What you should do:
Among the entries below, how many lines contain the string "overflow"? Reply with that number alone.

Records from a dataset:
---*---

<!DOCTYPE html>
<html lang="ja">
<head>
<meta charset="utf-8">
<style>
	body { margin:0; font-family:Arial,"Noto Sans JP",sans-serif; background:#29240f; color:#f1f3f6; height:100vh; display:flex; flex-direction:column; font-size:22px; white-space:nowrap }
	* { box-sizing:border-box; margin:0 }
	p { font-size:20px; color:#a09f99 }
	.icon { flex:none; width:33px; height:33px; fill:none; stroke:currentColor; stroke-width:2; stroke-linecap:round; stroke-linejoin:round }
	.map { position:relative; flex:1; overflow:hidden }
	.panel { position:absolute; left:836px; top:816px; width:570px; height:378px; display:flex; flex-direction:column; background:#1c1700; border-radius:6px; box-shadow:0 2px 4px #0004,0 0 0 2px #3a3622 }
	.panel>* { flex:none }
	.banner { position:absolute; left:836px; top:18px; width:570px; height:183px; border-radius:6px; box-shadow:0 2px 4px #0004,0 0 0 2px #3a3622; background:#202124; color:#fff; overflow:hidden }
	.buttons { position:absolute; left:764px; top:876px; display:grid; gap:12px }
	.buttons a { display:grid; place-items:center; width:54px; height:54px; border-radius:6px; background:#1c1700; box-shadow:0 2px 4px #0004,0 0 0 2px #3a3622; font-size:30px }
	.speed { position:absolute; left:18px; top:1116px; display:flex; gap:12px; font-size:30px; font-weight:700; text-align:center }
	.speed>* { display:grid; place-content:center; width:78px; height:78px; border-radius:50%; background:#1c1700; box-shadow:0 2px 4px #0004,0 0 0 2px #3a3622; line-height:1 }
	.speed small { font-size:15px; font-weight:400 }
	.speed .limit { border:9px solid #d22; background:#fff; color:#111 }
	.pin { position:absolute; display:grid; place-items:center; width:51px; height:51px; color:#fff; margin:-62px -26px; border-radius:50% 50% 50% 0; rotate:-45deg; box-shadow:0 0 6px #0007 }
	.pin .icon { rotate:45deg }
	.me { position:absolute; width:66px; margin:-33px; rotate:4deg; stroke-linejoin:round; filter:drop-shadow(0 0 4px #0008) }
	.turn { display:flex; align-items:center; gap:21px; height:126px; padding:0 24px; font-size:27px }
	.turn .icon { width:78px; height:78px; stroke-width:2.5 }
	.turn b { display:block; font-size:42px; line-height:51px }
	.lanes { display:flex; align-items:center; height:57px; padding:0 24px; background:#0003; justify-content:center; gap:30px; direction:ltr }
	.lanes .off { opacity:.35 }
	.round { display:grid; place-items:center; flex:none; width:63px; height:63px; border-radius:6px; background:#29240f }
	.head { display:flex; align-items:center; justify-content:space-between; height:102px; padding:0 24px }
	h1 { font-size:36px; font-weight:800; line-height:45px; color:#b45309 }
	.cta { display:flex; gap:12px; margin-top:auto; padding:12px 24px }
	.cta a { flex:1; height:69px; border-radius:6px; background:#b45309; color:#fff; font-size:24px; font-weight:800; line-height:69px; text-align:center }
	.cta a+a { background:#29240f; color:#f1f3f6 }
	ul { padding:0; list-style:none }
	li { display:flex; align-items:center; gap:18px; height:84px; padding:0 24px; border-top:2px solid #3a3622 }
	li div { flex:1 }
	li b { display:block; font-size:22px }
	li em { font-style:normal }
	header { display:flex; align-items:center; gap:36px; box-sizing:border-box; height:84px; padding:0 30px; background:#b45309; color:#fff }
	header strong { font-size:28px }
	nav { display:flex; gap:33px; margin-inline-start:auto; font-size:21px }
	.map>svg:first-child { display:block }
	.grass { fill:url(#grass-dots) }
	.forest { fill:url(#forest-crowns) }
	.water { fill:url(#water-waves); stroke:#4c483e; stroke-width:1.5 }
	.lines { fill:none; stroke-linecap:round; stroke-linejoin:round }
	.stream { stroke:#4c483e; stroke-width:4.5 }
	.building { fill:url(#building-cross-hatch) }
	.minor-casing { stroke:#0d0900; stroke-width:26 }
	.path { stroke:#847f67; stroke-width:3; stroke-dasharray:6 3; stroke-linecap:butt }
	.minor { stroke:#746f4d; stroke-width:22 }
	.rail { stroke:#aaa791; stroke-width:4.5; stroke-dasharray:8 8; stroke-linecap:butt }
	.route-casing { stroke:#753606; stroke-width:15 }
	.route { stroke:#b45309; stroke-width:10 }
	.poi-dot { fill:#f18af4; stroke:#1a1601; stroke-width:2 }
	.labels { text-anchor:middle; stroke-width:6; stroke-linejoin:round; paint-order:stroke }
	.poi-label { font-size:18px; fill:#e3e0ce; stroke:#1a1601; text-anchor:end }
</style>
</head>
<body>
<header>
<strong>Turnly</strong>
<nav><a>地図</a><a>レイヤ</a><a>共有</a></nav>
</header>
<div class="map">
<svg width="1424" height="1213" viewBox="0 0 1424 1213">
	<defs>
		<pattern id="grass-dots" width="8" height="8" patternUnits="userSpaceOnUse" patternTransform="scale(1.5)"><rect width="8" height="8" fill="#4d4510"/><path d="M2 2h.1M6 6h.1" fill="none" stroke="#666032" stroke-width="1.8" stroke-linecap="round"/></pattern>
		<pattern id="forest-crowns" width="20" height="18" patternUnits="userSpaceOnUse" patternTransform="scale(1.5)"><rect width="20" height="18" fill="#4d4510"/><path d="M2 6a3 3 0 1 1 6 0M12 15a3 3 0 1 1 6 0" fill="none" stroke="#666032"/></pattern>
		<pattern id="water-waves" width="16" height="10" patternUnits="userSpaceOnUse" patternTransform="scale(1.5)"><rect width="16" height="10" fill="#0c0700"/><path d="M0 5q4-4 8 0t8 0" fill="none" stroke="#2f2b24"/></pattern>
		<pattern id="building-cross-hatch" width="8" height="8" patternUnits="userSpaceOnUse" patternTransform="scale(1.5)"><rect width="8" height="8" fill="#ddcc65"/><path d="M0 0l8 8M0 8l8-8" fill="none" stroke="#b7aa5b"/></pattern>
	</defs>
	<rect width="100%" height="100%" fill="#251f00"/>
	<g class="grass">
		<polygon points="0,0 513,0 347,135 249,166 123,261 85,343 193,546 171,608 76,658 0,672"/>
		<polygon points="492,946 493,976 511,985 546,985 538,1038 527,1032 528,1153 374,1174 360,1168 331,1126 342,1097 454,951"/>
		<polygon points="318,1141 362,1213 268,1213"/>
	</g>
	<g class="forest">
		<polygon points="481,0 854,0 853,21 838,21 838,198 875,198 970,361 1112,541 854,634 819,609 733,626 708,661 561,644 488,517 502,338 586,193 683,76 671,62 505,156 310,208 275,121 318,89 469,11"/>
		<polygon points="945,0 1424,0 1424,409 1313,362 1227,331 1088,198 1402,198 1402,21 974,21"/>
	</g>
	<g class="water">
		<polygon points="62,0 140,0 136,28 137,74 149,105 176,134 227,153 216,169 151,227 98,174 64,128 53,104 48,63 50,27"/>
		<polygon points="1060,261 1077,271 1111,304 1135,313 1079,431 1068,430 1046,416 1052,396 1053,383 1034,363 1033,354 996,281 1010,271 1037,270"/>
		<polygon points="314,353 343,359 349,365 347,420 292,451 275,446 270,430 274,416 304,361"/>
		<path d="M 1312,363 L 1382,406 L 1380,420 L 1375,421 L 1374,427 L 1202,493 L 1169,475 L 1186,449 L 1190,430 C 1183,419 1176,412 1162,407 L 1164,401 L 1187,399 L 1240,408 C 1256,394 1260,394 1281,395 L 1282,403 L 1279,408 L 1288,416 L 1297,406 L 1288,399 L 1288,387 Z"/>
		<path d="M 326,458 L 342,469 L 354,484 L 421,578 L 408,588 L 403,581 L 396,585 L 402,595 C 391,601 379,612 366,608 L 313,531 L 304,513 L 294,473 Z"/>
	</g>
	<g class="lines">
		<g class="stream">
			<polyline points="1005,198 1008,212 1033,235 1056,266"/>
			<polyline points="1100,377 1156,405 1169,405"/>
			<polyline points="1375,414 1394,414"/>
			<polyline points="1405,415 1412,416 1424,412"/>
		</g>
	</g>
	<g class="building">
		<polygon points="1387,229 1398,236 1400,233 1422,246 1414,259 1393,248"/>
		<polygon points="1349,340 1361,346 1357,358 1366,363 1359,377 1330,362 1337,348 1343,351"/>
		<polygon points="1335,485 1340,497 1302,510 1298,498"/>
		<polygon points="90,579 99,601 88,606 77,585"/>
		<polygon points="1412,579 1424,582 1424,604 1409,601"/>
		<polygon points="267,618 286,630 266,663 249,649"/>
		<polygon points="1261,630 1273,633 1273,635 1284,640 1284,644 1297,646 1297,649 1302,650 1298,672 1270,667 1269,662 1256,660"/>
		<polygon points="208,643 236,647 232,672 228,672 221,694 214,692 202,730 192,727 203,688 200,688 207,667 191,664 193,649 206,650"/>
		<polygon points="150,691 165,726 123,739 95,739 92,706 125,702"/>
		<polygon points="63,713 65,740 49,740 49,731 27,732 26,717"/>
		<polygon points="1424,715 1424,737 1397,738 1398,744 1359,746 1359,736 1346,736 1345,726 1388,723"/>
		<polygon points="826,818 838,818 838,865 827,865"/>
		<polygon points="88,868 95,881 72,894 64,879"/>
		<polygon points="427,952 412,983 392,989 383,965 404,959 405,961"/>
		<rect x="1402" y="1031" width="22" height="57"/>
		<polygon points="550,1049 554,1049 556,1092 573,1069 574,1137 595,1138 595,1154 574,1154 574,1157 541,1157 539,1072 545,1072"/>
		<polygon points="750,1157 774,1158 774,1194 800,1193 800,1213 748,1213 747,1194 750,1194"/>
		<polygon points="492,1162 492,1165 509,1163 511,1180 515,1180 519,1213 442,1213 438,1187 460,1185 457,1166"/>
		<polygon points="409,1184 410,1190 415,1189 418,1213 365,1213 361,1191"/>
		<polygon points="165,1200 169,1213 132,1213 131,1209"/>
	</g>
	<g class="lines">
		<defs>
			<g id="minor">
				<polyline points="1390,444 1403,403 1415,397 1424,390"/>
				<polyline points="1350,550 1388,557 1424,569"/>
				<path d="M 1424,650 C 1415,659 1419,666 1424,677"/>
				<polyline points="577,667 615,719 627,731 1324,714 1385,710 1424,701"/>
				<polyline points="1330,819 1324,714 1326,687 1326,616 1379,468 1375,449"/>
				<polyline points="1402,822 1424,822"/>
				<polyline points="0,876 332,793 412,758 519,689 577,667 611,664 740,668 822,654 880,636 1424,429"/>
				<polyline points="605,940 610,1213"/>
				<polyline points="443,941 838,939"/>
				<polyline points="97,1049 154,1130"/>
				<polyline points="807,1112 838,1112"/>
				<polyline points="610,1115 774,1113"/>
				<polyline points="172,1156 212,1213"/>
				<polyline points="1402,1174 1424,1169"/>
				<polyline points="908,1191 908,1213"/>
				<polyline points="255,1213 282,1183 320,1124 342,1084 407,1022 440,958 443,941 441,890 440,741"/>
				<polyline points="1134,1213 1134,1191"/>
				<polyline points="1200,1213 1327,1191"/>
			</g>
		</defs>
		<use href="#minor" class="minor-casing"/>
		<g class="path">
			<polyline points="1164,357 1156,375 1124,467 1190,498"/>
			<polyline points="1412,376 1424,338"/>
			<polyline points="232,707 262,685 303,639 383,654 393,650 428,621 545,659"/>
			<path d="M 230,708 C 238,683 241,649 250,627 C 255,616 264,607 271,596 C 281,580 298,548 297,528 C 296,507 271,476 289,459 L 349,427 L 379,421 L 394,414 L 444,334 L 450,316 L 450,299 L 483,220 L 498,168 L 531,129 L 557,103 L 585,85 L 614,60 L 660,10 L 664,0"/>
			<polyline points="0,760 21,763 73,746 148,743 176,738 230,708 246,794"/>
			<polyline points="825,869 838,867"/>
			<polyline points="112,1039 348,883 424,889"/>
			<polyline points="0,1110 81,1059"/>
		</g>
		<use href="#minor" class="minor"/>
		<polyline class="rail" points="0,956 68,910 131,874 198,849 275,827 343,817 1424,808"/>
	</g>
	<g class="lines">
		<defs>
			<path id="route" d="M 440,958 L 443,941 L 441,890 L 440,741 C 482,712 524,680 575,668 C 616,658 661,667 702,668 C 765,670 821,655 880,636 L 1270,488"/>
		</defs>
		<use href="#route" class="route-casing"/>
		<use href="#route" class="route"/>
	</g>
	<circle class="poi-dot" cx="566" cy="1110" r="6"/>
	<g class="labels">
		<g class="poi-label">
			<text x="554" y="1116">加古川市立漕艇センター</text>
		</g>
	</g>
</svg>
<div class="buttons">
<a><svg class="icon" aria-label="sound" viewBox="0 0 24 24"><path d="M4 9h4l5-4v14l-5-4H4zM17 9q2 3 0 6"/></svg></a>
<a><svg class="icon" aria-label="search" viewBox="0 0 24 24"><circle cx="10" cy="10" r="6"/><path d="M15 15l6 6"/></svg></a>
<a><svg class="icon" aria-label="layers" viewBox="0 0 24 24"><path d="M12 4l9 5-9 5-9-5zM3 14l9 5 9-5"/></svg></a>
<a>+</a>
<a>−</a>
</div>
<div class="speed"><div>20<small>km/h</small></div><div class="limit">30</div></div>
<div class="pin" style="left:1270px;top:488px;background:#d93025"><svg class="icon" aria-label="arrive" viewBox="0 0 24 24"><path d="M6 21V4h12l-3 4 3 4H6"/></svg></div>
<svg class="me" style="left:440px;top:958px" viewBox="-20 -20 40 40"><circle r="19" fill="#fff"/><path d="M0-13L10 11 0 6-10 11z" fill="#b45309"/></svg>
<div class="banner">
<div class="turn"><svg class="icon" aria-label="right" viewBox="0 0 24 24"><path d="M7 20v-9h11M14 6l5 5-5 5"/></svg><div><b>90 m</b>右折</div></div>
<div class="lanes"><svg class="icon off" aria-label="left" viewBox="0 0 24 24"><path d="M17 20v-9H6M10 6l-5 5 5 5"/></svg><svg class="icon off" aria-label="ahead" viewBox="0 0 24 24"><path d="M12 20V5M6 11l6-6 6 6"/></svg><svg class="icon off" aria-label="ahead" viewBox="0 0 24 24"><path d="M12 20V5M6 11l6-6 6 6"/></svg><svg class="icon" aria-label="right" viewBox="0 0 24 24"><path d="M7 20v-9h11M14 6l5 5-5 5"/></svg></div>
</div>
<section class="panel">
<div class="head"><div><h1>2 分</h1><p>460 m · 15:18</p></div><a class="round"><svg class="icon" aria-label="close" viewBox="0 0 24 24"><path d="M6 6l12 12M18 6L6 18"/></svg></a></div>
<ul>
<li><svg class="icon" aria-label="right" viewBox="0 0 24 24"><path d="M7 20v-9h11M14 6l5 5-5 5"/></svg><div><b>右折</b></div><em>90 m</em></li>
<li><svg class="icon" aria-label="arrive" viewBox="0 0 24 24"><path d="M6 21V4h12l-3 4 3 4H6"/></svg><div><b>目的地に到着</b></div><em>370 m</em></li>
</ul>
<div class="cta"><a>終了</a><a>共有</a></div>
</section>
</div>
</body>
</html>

---*---

Result for this exercise:
2